Kondrashov has investigated the implications of synergistic epistasis with theoretical studies. Other researchers have taken the experimental route, trying to detect whether, in real life, mutations can interact with each other this way. Those tests yielded mixed results, though, perhaps because the effect would not have to be very large to keep a population from succumbing.
Now, however, Kondrashov and his co-authors have put together a statistical case, pulled from the genomes of about 2,000 people and about 300 wild fruit flies, that the effect has been quietly acting on us and other organisms all along. Drawing on knowledge of the species’ mutation rates and other factors, the scientists began by calculating what the distribution of mutations in populations of humans and flies ought to be in the absence of this purging effect. Certain numbers of individuals in the group, for example, ought to show 100, 50 or 30 mutations. Then the group of researchers turned to the genomic data, looking for the distribution of mutations in real-world populations.
What they found was that significantly fewer individuals than expected had large numbers of dangerous mutations. They are missing from the population, “suggesting that at the high end, at the end where people have many deleterious mutations, there’s stronger selection against these people,” said Arjan de Visser, an evolutionary geneticist at University of Wageningen who was not involved in the work. This observation fits well with what should happen if mutations are not acting independently.

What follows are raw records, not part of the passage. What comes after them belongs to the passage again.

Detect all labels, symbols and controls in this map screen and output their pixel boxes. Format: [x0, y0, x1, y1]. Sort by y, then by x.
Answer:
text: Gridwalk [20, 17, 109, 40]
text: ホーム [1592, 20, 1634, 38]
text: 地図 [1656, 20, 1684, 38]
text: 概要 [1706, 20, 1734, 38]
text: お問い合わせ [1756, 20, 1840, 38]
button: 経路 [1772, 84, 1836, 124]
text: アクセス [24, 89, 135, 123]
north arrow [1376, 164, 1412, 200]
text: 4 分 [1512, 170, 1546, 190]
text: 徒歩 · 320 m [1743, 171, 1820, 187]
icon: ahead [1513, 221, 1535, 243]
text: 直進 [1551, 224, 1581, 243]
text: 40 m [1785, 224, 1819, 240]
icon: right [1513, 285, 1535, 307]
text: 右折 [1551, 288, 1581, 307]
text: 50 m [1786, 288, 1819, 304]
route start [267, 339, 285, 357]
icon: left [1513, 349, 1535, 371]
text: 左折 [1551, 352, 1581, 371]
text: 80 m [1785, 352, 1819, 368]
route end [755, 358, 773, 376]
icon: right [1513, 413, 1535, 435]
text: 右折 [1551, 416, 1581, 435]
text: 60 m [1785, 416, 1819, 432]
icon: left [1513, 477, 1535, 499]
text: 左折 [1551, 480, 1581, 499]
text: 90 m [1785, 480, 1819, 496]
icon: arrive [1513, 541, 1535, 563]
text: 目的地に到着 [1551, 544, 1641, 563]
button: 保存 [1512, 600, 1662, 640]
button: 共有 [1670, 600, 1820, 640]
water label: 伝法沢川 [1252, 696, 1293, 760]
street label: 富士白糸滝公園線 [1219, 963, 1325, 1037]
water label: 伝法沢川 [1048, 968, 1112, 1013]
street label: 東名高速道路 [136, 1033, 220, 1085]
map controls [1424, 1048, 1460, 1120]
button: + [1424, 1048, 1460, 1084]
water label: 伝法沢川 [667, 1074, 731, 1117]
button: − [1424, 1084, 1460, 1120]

That finding comes with some caveats. There does not seem to be any shrinkage in the number of individuals with less-than-devastating mutations, cautioned both Kondrashov and Shamil Sunyaev, a computational geneticist at Harvard Medical School and another senior author of the paper. “We don’t see it for the whole genome,” Sunyaev said, although the decrease is there “at least for mutations that are undoubtedly deleterious in effect.” The team would also like to get better data on the consequences of mutations in parts of the genome that don’t make proteins. That would let them run their statistical tests again with more confidence that the interactions are occurring more broadly.
Still, the evidence is provocative, and the idea elegant. “I always found it quite attractive, biologically,” said Brian Charlesworth, an evolutionary geneticist at University of Edinburgh who was not involved in the study. “If you think about someone getting hit on the head with a hammer, the first few blows might not do you too much harm, but after a while it will finish you off.” Of the new work, he said, “It’s really the first study which comes up with evidence from what’s going on actually out there in natural populations.”
Perhaps the most interesting corollary of this finding, however, is that it might help explain the persistence of sex. Among population geneticists, sexual reproduction is notoriously difficult to justify as an evolutionary strategy. As a sexual organism, even if everything goes well — if you manage to find a mate who accepts you, if you manage to conceive — you will still be passing on only half of your genes. An asexually reproducing organism, having daughters by making perfect copies of itself, gets double the benefit, none of the hassle. Yet clearly, sex continues.